Cell C said in a press statement on Monday, 31 March 2014 that it believes the ruling made by Judge Mayat on South Africa’s new call termination regulations is a step in the right direction.
The operator described it as “positive for the consumer and the South African economy as a whole”.
The Independent Communications Authority of South Africa (Icasa) issued the new call termination regulations towards the end of January 2014, dropping mobile termination rates (MTRs) and affording Cell C and Telkom a higher level of asymmetry.
MTRs are the fees mobile network operators pay each other to connect calls on their respective networks.
Mayat ruled on Monday that Icasa’s regulations were unlawful and invalid, but suspended the declaration of invalidity for 6 months.
During these 6 months, Icasa’s first round of rate cuts, which were meant to run for 12 months, will be implemented.
MTRs will be dropped to 20c per minute, while Cell C and Telkom Mobile will get an asymmetric rate of 44c/minute.
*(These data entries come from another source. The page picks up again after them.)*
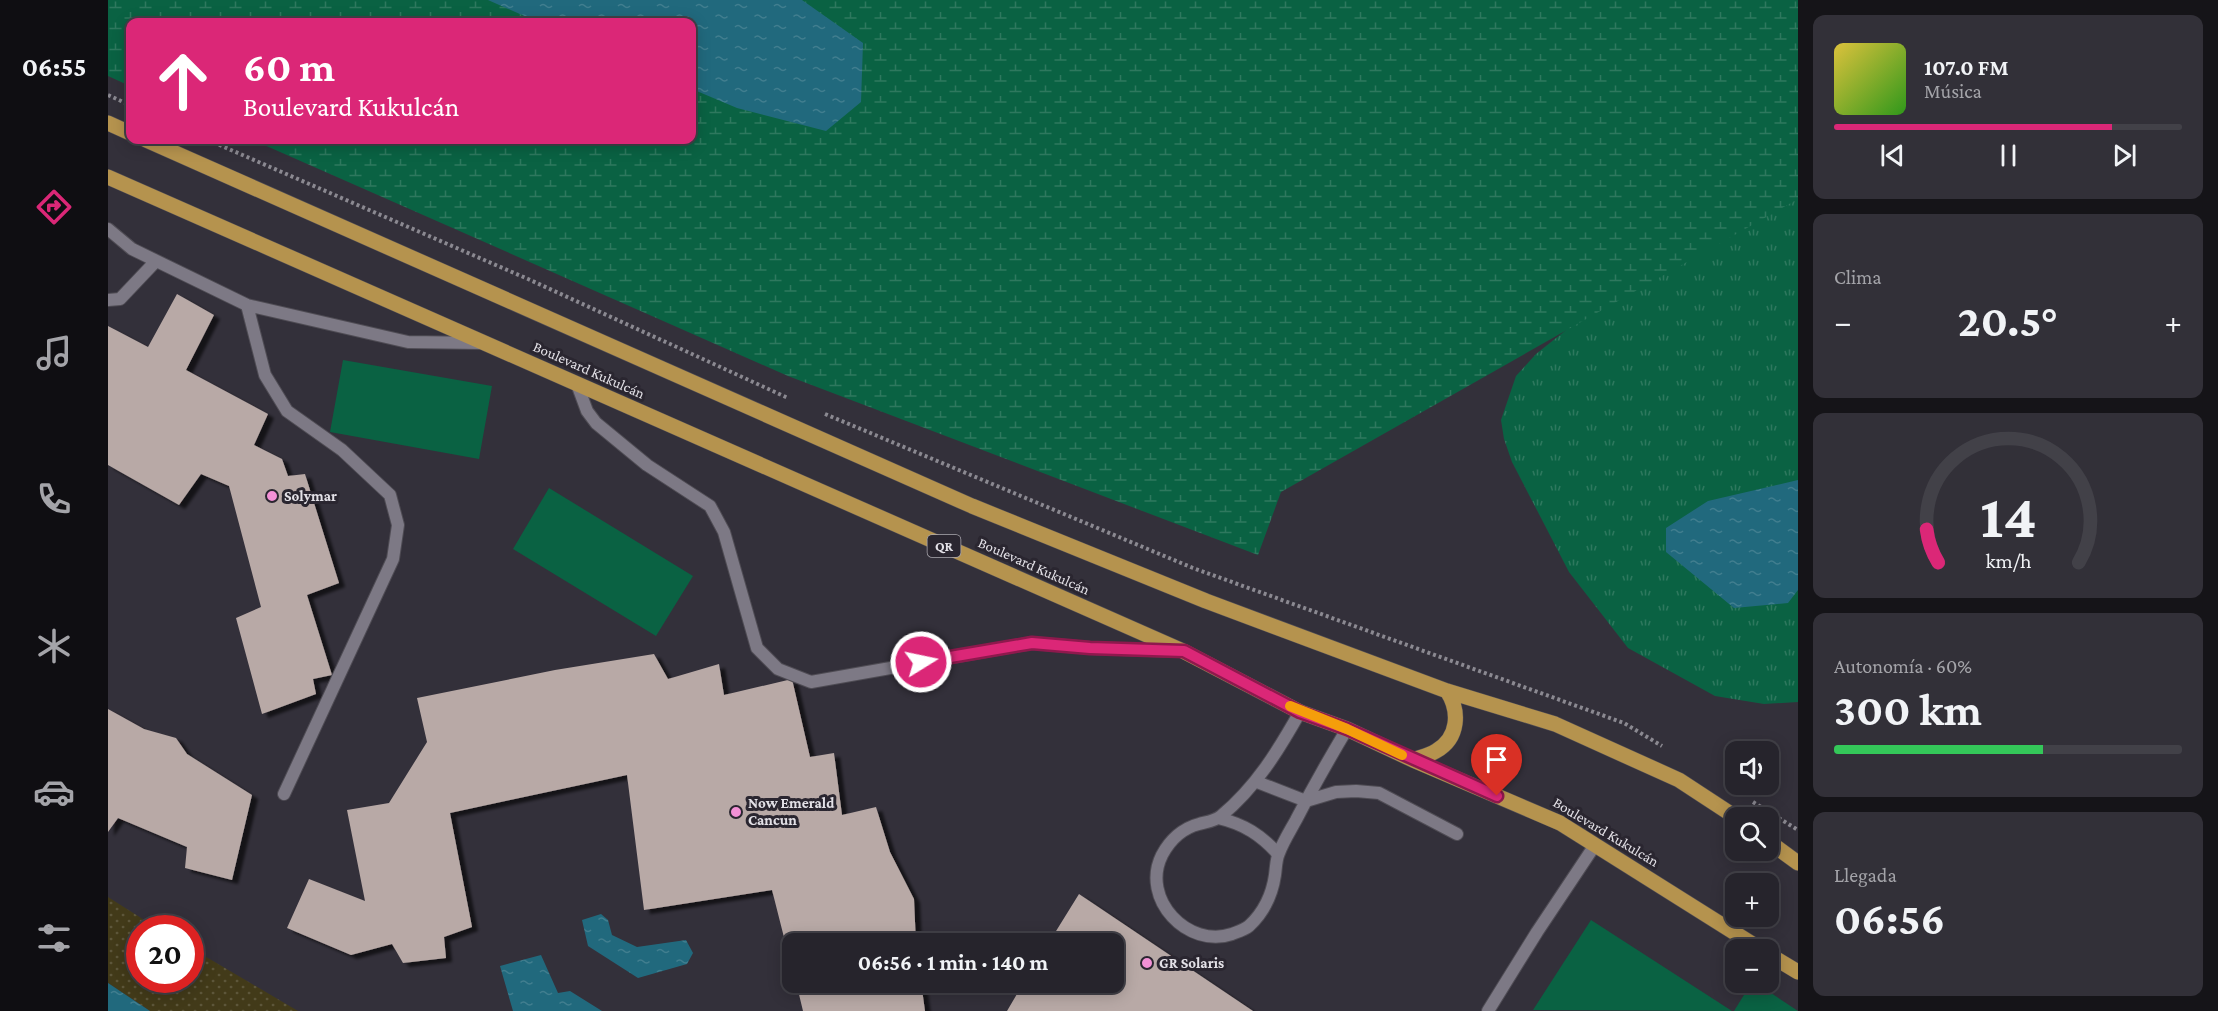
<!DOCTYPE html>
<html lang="es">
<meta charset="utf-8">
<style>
:root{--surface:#26242c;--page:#323038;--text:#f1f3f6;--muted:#a4a4a9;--line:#424148;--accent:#db2777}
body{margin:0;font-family:"Crimson Pro",serif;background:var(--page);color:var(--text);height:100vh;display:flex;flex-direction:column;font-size:22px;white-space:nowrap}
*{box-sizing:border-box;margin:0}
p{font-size:20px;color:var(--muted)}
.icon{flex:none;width:33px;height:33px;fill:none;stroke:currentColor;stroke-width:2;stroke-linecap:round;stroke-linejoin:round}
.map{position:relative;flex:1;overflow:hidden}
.details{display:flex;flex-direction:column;gap:15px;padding:15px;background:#151418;width:420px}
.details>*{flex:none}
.top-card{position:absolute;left:18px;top:18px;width:570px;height:126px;border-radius:12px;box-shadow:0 3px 15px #0003,0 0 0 2px var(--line);background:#db2777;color:#fff;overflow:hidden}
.tools{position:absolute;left:1617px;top:741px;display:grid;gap:12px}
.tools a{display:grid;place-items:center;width:54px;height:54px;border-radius:12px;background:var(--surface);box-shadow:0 3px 15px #0003,0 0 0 2px var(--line);font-size:30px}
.speed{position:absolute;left:18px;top:915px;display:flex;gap:12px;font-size:30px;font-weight:700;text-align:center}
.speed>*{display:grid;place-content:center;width:78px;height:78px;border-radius:50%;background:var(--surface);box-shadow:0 3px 15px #0003,0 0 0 2px var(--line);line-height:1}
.speed .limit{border:9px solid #d22;background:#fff;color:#111}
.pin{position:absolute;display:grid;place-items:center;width:51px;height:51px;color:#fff;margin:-62px -26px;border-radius:50% 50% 50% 0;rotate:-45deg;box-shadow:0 0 6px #0007}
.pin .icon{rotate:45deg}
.me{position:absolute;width:66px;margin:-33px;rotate:80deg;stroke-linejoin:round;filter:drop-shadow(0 0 4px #0008)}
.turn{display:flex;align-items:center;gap:21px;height:126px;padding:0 18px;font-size:27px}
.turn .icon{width:78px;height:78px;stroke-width:2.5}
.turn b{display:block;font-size:42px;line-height:51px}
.big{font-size:45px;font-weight:700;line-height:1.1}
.details .tile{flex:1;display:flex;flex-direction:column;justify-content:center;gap:9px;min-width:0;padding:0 21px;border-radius:12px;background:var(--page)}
.details .dial{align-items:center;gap:0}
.dial svg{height:156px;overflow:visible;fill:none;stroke:var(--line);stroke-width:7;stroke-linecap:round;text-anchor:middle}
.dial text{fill:var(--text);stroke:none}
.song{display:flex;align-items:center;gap:18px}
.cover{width:72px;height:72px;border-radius:9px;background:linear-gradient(135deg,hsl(50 70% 55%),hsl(110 70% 35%))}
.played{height:6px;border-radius:3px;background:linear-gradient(90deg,var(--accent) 80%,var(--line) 80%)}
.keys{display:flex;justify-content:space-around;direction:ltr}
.heat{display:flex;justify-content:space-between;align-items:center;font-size:33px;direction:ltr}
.charge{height:9px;border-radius:4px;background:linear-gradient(90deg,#34c759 60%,var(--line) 0)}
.trip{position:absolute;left:674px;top:933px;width:342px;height:60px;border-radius:12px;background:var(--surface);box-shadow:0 3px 15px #0003,0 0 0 2px var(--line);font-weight:700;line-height:60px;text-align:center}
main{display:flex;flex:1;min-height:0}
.tab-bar{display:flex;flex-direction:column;width:108px;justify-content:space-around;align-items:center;background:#0f0e12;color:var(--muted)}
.tab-bar .icon{width:42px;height:42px}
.tab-bar .current{color:var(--accent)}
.tab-bar b{font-size:27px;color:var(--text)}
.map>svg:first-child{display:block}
</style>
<main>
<nav class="tab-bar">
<b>06:55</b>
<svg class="icon current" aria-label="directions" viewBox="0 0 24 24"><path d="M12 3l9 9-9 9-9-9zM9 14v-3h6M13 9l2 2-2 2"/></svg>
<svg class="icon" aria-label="music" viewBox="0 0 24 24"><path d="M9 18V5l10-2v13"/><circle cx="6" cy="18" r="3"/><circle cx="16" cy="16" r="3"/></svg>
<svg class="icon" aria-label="phone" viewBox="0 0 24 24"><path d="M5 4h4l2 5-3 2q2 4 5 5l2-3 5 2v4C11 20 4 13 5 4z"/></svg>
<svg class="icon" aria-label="climate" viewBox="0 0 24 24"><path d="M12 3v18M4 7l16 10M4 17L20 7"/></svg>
<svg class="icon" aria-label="car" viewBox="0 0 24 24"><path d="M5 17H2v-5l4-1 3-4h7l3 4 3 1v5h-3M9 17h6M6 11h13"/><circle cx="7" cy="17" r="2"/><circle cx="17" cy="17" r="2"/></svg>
<svg class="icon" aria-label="filters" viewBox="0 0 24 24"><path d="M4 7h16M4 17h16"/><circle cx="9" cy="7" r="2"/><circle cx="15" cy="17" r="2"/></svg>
</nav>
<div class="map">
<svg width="1690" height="1011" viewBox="0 0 1690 1011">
<defs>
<pattern id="grass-tufts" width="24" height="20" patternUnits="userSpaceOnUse" patternTransform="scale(1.5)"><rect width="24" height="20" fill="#0a6243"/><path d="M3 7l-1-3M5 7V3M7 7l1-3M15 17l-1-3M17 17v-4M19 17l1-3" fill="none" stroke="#2e785e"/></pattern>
<pattern id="wetland-marsh" width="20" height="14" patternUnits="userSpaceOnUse" patternTransform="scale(1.5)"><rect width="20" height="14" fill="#0a6243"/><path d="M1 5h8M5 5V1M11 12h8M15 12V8" fill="none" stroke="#2e785e"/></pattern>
<pattern id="sand-dots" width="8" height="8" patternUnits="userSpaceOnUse" patternTransform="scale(1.5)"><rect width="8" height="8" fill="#423a19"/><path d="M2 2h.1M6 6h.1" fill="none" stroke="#5d563a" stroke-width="1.8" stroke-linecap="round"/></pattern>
<pattern id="water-ripples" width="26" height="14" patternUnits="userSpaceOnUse" patternTransform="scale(1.5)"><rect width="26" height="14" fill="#21697d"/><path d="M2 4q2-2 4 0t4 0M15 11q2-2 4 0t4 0" fill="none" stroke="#417e8f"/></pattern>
<filter id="shadow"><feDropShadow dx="6" dy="4" stdDeviation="1.5" flood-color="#0009"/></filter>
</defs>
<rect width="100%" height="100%" fill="#33303a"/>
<path fill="url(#grass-tufts)" d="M 1690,164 L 1690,702 L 1656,704 L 1607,696 L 1520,648 L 1461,572 L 1404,462 L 1396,439 L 1393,420 L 1408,376 L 1428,354 L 1556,252 Z"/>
<path fill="url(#wetland-marsh)" d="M 0,0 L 1690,0 L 1690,199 L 1173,492 L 1150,555 L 680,376 L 145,140 L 584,140 L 584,22 L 22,22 L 22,86 L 0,76 Z"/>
<path fill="url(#sand-dots)" d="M 0,897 L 49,928 L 32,928 L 32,980 L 82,980 L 83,948 L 190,1011 L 42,1011 L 0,983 Z"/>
<path fill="#0a6243" d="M 235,360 L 384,386 L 371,459 L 222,432 Z
M 441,488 L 585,576 L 548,636 L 405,549 Z
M 1483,920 L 1624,1011 L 1425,1010 Z
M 1644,982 L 1648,983 L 1690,1011 L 1626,1011 Z"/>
<path fill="url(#water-ripples)" d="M 380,0 L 694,0 L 755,43 L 753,102 L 718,131 L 629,108 L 584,89 L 584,22 L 430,22 Z
M 1690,480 L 1690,590 L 1680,603 L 1626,608 L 1558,552 L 1558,528 L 1600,501 Z
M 493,914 L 500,920 L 504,935 L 529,947 L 578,940 L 585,953 L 579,964 L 530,978 L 480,946 L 474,920 Z
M 433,955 L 450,993 L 462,991 L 494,1011 L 405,1011 L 392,966 Z
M 0,983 L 42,1011 L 0,1011 Z"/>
<path fill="#b8a9a6" filter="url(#shadow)" d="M 69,294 L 106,315 L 78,370 L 160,414 L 146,445 L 174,459 L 180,476 L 197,474 L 231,583 L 199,595 L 224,675 L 205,679 L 208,694 L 154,714 L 128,618 L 153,607 L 121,486 L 93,474 L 71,505 L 0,465 L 0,326 L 40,347 Z
M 546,654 L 560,679 L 611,664 L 616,695 L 684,679 L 702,757 L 726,753 L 734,815 L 768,807 L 782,852 L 806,899 L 808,944 L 684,944 L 683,965 L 664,890 L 536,910 L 519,775 L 342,813 L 364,927 L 336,937 L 338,958 L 295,963 L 284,944 L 243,955 L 179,928 L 201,879 L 257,901 L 239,810 L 281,803 L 319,742 L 309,698 L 447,670 Z
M 0,709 L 36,729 L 68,738 L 79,754 L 144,795 L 124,880 L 77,868 L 79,847 L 10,818 L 0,832 Z
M 971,894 L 1145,1011 L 899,1011 L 916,982 L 1005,982 L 1005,944 L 940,944 Z
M 688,982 L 813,982 L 817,1011 L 695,1011 Z"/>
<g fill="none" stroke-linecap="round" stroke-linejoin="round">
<defs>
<path id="service" d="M 0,229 L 24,249 L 139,305 L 300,342 L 373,343
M 0,300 L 12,299 L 48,261
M 139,305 L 157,375 L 179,411 L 234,450 L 282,495 L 290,525 L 285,559 L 176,794
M 469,384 L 479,411 L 488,423 L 539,465 L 602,506 L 616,532 L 649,648 L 670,669 L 703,682 L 924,643 L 982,648 L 1068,651
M 1192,712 C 1170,751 1148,787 1113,816 C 1107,821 1098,822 1091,824 C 1075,828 1062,840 1054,855 C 1032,899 1080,949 1124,934 C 1129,932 1136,930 1141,926 C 1156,912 1164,896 1167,875 C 1168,868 1168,859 1171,853 C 1175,842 1182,831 1188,820 C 1204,789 1221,759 1239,729
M 1149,782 L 1198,801 L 1228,792 L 1248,791 L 1271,793 L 1349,834
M 1110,818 C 1136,824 1153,835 1170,854
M 1380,1011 L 1429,932 L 1487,845"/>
<path id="primary" d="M 0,123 L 22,133
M 38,140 L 864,506 L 1098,601 L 1339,691 L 1447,724 L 1571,780 L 1629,818
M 0,177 L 1075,651 L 1192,712 L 1239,729 L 1305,760 L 1452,823 L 1654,950
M 1305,760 C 1313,757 1322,755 1328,751 C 1351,738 1352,711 1339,691
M 1660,841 L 1690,863
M 1660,954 L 1690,972"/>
</defs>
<use href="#service" stroke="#4f4c54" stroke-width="14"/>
<use href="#primary" stroke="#4f4c54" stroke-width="16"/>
<path stroke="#8b8991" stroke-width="4" stroke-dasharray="3 3" stroke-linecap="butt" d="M 0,95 L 22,105
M 100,140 L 420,279 L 680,398
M 717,414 L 1085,568 L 1516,723 L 1554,746
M 1645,802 L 1690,830"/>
<use href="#service" stroke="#7d7985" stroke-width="12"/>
<use href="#primary" stroke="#b5934e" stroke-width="15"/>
</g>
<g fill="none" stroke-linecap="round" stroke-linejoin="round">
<defs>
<path id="route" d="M 813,662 L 924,643 L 982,648 L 1076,651 L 1192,712 L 1239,729 L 1389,796"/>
</defs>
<use href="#route" stroke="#8e194d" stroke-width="15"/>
<use href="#route" stroke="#db2777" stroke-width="10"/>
<path stroke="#f59e0b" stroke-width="10" d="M 1182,706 L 1239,729 L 1294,755"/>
</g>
<g fill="#f391d6" stroke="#2a2630" stroke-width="2">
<circle cx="164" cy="496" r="6"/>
<circle cx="628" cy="812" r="6"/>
<circle cx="1039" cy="963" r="6"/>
</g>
<g text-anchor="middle" stroke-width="6" stroke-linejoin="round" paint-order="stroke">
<rect fill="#2a2630" stroke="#aca9b0" stroke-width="1.5" x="819.5" y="535" width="33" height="22" rx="4.5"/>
<g font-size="14" font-weight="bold" fill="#e3e1e7">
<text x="836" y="551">QR</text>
</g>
<g font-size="15" fill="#e3e1e7" stroke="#2a2630">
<text transform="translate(481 370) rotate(24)" y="5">Boulevard Kukulcán</text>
<text transform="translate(926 566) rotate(24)" y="5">Boulevard Kukulcán</text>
<text transform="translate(1498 832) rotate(31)" y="5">Boulevard Kukulcán</text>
</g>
<g font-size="15" font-weight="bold" fill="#e3e1e7" stroke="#2a2630" text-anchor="start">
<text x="176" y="501">Solymar</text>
<text x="640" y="808">Now Emerald<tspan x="640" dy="17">Cancun</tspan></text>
<text x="1051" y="968">GR Solaris</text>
</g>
</g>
</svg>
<div class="tools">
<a><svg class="icon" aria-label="sound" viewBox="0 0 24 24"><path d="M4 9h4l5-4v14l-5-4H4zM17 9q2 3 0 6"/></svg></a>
<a><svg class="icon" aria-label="search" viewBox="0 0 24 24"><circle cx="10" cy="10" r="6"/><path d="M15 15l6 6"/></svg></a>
<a>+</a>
<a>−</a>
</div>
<div class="speed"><div class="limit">20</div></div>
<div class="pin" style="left:1389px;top:796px;background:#d93025"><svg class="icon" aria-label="arrive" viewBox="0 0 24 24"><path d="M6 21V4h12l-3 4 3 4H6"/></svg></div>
<svg class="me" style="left:813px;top:662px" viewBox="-20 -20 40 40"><circle r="17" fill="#db2777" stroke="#fff" stroke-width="3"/><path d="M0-11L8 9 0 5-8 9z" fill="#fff"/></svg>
<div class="trip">06:56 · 1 min · 140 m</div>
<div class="top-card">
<div class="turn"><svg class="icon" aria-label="ahead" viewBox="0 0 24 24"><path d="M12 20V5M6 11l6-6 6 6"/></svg><div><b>60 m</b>Boulevard Kukulcán</div></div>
</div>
</div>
<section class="details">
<div class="tile">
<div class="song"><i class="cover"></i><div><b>107.0 FM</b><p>Música</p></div></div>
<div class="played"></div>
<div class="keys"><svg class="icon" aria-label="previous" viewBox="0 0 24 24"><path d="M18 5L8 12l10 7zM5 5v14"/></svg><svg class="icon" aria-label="pause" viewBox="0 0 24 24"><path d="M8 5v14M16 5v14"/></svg><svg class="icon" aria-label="next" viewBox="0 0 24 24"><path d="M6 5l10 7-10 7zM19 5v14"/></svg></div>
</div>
<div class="tile"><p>Clima</p>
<div class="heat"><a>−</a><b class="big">20.5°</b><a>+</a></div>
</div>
<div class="tile dial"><svg viewBox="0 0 100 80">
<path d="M14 69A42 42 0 1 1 86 69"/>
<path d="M14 69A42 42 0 0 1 8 52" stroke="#db2777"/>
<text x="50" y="56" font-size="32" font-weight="700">14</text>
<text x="50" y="72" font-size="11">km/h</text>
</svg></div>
<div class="tile"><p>Autonomía · 60%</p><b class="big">300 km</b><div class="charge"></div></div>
<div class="tile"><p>Llegada</p><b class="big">06:56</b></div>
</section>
</main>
“Unfortunately, Vodacom and MTN have managed to frustrate the long-term process envisaged by Icasa to increase competition in the market, which would have resulted in lower prices for consumers in the long run,” Cell C said.
“The uncertainty over MTRs over the next three years will continue to make it difficult for smaller operators to confirm their business plans beyond October 2014,” the operator added.
According to Cell C, it also negatively impacts on the smaller operators’ ability to bring down prices.
Cell C said that it will continue to cooperate with Icasa so that “it can fulfil its mandate to regulate effectively to increase sustainable competition in the telecommunications sector”.
This will ultimately reduce the cost to communicate in South Africa, Cell C said, which will benefit consumers and the economy.
“We trust that Vodacom and MTN will do the same,” Cell C said.